- Provided material -
===============
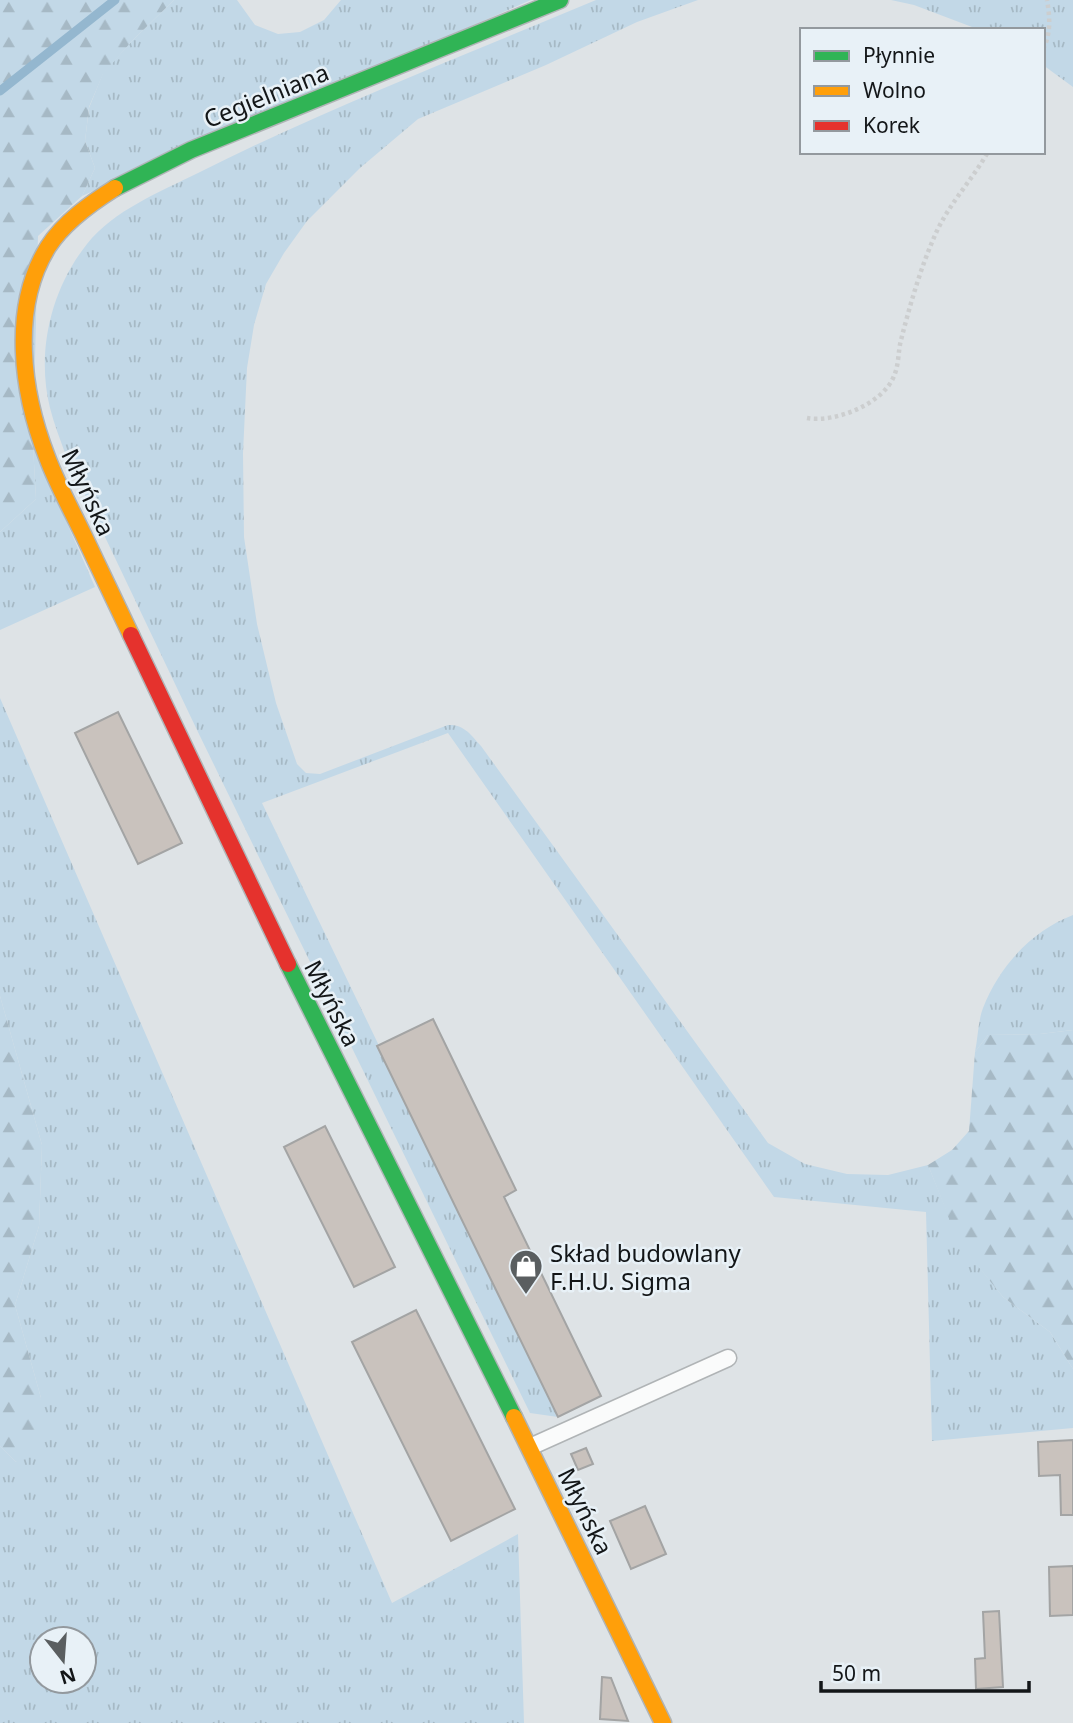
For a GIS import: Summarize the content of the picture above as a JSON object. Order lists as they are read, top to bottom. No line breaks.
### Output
{"streets":{"street":["Cegielniana","Młyńska"]},"crossings":[["Cegielniana","Młyńska"]],"places":{"shop":["Skład budowlany F.H.U. Sigma"]},"legend":["Płynnie","Wolno","Korek"],"scale_bar":"50 m","north":"bottom"}
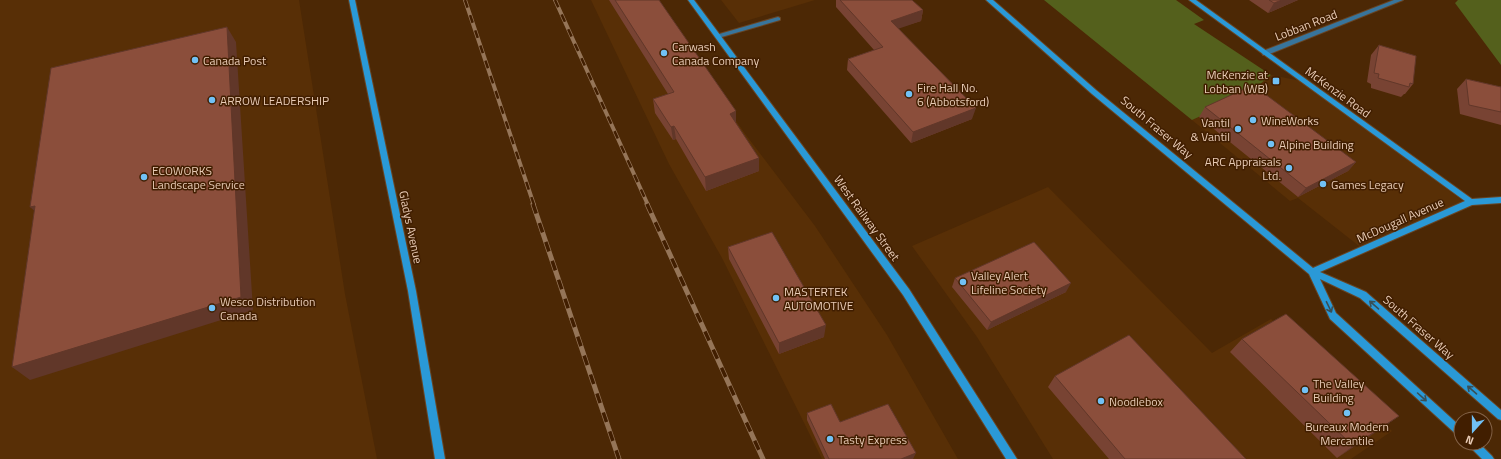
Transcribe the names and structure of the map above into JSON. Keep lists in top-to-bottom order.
===============
- Task -
After identifying the lines above that contain "lists", copy each one.

- Output for this task -
For a GIS import: Summarize the content of the picture above as a JSON object. Order lists as they are read, top to bottom. No line breaks.
Transcribe the names and structure of the map above into JSON. Keep lists in top-to-bottom order.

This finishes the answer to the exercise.